* [Exercise]: Go through the data below and copy it exactly, skipping every picture.

╭──

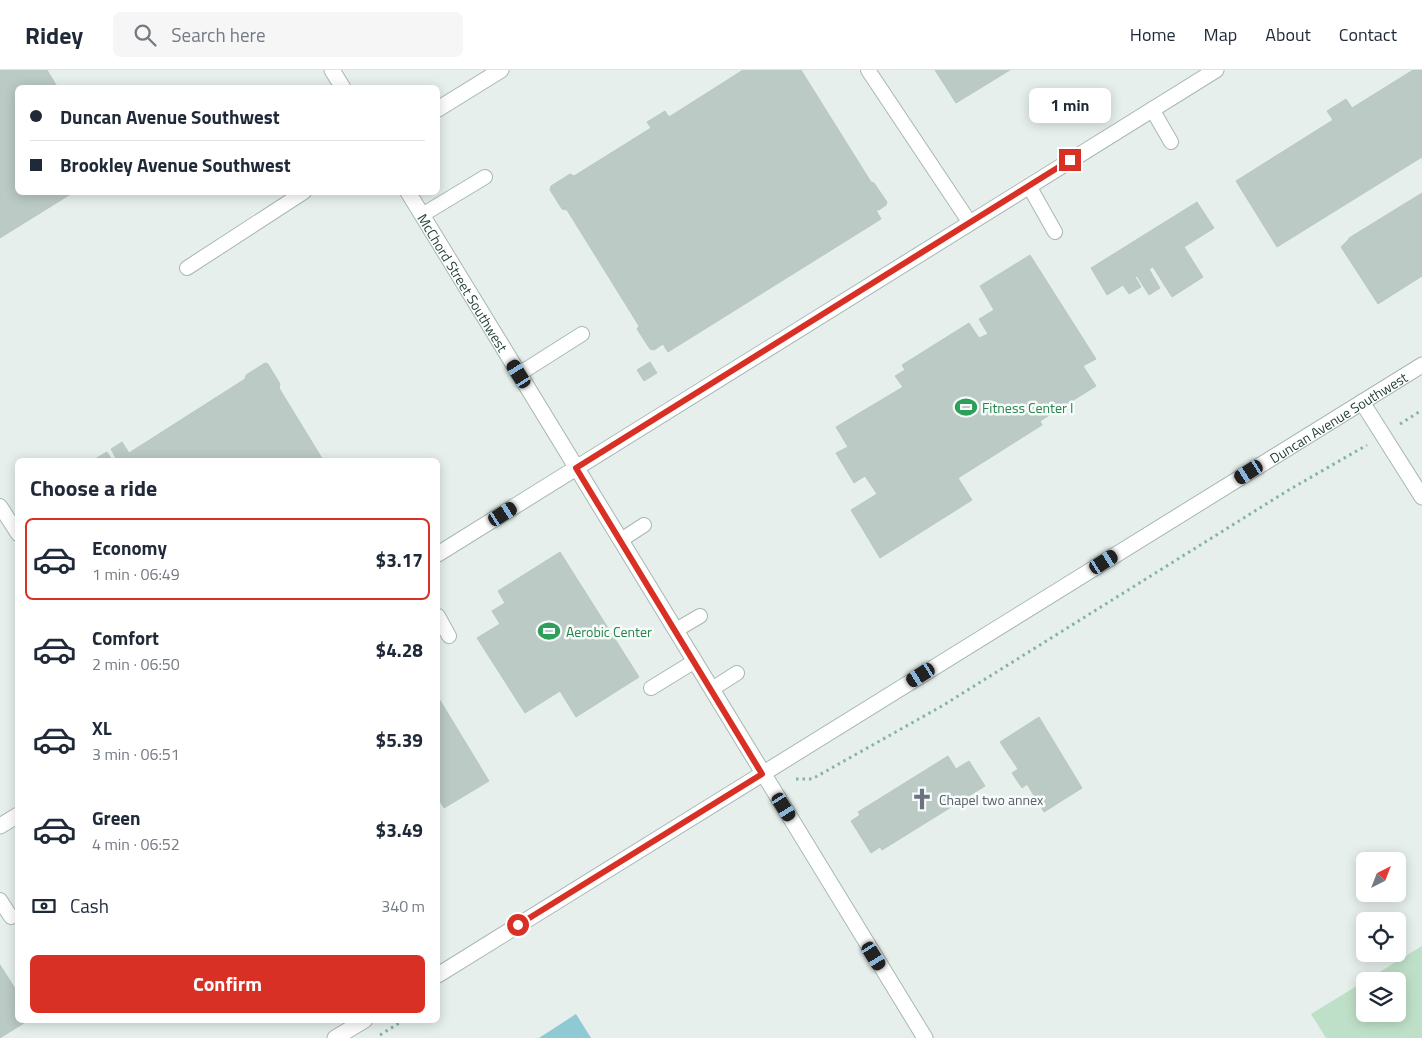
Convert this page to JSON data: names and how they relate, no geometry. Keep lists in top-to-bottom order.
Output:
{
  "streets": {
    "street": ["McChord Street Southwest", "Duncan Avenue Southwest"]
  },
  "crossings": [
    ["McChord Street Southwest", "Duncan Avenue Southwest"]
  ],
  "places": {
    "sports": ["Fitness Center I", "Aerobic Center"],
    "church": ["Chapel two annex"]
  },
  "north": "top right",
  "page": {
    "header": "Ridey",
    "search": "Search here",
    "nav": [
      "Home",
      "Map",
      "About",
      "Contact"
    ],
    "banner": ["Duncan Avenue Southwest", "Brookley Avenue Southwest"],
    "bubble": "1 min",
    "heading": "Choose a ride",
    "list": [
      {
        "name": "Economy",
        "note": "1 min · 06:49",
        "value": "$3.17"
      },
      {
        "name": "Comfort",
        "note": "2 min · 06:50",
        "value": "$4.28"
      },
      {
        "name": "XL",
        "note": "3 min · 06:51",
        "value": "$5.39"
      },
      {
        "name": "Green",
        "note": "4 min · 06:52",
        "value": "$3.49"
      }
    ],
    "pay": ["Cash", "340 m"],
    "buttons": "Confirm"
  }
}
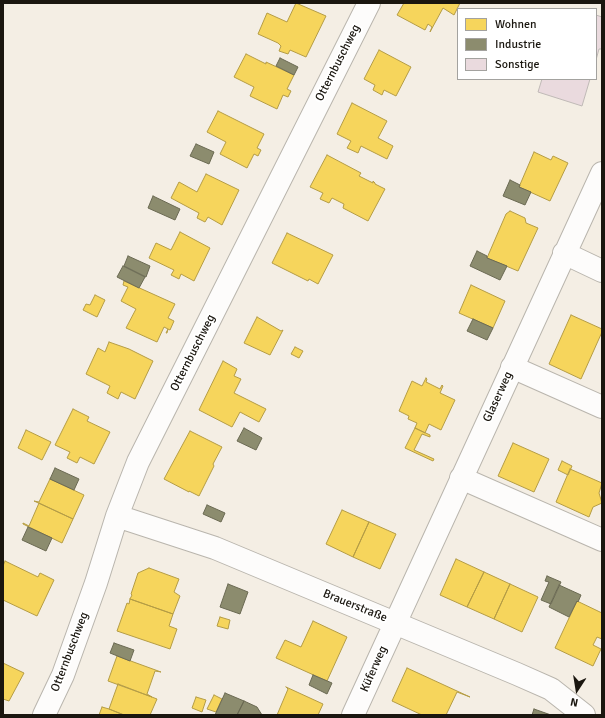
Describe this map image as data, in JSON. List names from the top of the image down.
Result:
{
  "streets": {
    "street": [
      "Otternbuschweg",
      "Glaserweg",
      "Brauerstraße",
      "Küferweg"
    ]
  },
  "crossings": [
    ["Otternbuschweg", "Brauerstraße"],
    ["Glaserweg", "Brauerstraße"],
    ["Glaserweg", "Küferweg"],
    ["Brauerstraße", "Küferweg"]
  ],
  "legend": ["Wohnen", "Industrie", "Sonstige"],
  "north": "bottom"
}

╰──

* [Finished task]:
Convert this page to JSON data: names and how they relate, no geometry. Keep lists in top-to-bottom order.
Output:
{
  "streets": {
    "street": ["McChord Street Southwest", "Duncan Avenue Southwest"]
  },
  "crossings": [
    ["McChord Street Southwest", "Duncan Avenue Southwest"]
  ],
  "places": {
    "sports": ["Fitness Center I", "Aerobic Center"],
    "church": ["Chapel two annex"]
  },
  "north": "top right",
  "page": {
    "header": "Ridey",
    "search": "Search here",
    "nav": [
      "Home",
      "Map",
      "About",
      "Contact"
    ],
    "banner": ["Duncan Avenue Southwest", "Brookley Avenue Southwest"],
    "bubble": "1 min",
    "heading": "Choose a ride",
    "list": [
      {
        "name": "Economy",
        "note": "1 min · 06:49",
        "value": "$3.17"
      },
      {
        "name": "Comfort",
        "note": "2 min · 06:50",
        "value": "$4.28"
      },
      {
        "name": "XL",
        "note": "3 min · 06:51",
        "value": "$5.39"
      },
      {
        "name": "Green",
        "note": "4 min · 06:52",
        "value": "$3.49"
      }
    ],
    "pay": ["Cash", "340 m"],
    "buttons": "Confirm"
  }
}
Describe this map image as data, in JSON. List names from the top of the image down.
Result:
{
  "streets": {
    "street": [
      "Otternbuschweg",
      "Glaserweg",
      "Brauerstraße",
      "Küferweg"
    ]
  },
  "crossings": [
    ["Otternbuschweg", "Brauerstraße"],
    ["Glaserweg", "Brauerstraße"],
    ["Glaserweg", "Küferweg"],
    ["Brauerstraße", "Küferweg"]
  ],
  "legend": ["Wohnen", "Industrie", "Sonstige"],
  "north": "bottom"
}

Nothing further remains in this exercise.